Overview of the Input Datasets

The bibliographic database for computer sciences DBLP [3] was identified as the main source of information. To narrow down information in DBLP specific to the database community, the node of the foundational paper of Edgar Codd on relational databases [4] was identified. Further, the papers with transitive reference relationships to the main paper node were considered (i.e., papers that cite transitively the work of Codd). This led to the formation of the database community citation network graph (Codd's World). Based on this, further sub-graphs were constructed to form the database scholarly network. The resulting heterogeneous network consisted of four nodes, namely, (a) authors, (b) papers, (c) venues and (d) journals. The five types of relationships in the network consisted of authorship, collaboration, belonging to venue, belonging to journal and citation. Taken together, these nodes and relationships formed the database scholarly network, which was then further used for the SNA.
The input datasets used can be found at [5].

Installation and Run

This Python 3.0 framework can be used for Topic Modeling and Visualization. The framework utilizes the Python library TOM (TOpic Modeling) [6] for topic extraction using Non-negative Matrix Factorization (NMF). The default number of topics is set to 30 based on the Input Dataset used.

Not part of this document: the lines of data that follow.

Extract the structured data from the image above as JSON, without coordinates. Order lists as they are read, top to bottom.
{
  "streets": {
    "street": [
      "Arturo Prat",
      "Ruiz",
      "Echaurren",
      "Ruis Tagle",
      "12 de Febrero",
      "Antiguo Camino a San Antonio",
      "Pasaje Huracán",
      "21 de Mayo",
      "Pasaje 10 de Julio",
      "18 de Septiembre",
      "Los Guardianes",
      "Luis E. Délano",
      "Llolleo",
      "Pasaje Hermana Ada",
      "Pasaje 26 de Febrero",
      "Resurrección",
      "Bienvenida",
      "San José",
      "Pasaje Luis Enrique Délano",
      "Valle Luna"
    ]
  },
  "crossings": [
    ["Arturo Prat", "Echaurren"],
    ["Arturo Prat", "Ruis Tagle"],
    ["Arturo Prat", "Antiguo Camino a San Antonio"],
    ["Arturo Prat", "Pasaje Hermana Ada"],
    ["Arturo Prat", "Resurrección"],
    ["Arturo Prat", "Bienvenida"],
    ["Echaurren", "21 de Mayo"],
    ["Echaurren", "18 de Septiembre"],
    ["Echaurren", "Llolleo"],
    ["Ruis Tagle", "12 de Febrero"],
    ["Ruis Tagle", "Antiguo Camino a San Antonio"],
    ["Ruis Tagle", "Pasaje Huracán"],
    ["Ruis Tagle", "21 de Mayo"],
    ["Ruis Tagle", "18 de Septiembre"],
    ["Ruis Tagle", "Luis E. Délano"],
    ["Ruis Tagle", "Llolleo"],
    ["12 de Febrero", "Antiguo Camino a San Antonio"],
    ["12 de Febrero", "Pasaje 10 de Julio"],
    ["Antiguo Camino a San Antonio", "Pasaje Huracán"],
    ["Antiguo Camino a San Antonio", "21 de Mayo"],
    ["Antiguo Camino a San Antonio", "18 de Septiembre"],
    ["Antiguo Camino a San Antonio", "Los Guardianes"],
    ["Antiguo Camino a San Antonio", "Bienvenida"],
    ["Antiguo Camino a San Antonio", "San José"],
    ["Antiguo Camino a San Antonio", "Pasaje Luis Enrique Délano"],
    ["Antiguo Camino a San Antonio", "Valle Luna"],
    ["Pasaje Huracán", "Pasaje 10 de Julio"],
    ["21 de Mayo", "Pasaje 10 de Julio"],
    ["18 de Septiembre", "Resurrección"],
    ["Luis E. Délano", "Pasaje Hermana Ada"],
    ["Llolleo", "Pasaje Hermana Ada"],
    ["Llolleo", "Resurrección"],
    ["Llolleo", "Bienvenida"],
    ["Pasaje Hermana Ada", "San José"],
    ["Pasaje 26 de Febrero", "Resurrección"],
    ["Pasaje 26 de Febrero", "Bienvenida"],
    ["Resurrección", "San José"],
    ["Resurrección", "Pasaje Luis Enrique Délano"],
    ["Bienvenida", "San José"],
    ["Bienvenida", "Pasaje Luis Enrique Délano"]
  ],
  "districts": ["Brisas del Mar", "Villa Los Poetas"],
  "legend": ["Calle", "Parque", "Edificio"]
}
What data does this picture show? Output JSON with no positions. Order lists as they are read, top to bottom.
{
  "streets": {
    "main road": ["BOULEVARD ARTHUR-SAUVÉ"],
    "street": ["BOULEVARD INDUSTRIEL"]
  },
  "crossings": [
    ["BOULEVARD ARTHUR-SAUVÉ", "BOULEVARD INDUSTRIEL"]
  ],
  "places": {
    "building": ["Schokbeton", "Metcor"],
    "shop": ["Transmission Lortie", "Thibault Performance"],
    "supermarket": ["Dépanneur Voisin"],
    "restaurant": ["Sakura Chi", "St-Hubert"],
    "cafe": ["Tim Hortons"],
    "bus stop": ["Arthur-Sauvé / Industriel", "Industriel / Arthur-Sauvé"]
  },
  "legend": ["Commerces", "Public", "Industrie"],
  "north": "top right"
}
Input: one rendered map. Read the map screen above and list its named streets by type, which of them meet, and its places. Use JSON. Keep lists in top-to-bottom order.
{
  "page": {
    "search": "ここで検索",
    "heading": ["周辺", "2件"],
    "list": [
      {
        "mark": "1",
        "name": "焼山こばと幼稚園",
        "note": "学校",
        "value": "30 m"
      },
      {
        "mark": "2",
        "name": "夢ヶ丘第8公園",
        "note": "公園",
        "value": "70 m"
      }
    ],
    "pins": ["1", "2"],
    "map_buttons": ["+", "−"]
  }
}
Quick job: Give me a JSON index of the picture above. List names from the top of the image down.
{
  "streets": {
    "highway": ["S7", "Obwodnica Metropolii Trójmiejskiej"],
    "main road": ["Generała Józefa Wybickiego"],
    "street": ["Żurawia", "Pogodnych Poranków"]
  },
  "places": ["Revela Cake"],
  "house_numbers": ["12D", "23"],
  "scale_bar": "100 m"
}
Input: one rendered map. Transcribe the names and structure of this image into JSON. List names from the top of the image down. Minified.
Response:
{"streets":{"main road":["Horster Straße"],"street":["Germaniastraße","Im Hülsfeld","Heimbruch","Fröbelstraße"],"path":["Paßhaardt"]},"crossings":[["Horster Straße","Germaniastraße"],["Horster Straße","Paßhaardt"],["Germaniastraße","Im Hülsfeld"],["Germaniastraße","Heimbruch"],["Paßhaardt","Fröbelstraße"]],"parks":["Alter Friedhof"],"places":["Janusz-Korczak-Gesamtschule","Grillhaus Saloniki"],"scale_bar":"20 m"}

  1. Install Python library TOM (TOpic Modeling)
  2. Type the name of the input dataset inside the file named CvsFileName.txt
  3. Run the program through command prompt
   python TopicsNum.py

Output

  1. GlobalTopicsWithName.csv: File containing the extracted topics for all the years and meaningful names can be given to the topics manually
  2. TopicIDPaperID: File containing PaperID assigned to TopicID
  3. years: Folder containing yearly files with the topics appearing in that particular year
  4. output: Folder containing output visualizations Eg. Word Distribution in a Topic
  5. topicevolution.png: Bubble chart for visualizing Topic Evolution over the years

Detailed Technical Analysis Report

The detailed technical analysis report depicting the complete output and results can be found at [7].

Contributors

Rutuja Shivraj Pawar, Sepideh Sadat Sobhgol

License

This project is licensed under the terms of the MIT license.

References

[1] Rahm, E., Thor, A.: Citation analysis of database publications. ACM Sigmod Record 34(4), 48{53 (2005)

[2] Aumüller, D., Rahm, E.: Affiliation analysis of database publications. ACM SIGMOD Record 40(1), 26{31 (2011)

[3] Ley, M.: The dblp computer science bibliography: Evolution, research issues, perspectives. In: International symposium on string processing and information retrieval. pp. 1{10. Springer (2002)

[4] Codd, E.F.: A relational model of data for large shared data banks. Communications of the ACM 13(6), 377{387 (1970)

[5] ftp://itidbftppublic:dbse0Run41rP@ftpiti.cs.uni-magdeburg.de/upload/protolabs/datasets/as-is/codds-world/2019-02

[6] Guille, A., Soriano-Morales, E.P.: Tom: A library for topic modeling and browsing. In: EGC. pp. 451{456 (2016)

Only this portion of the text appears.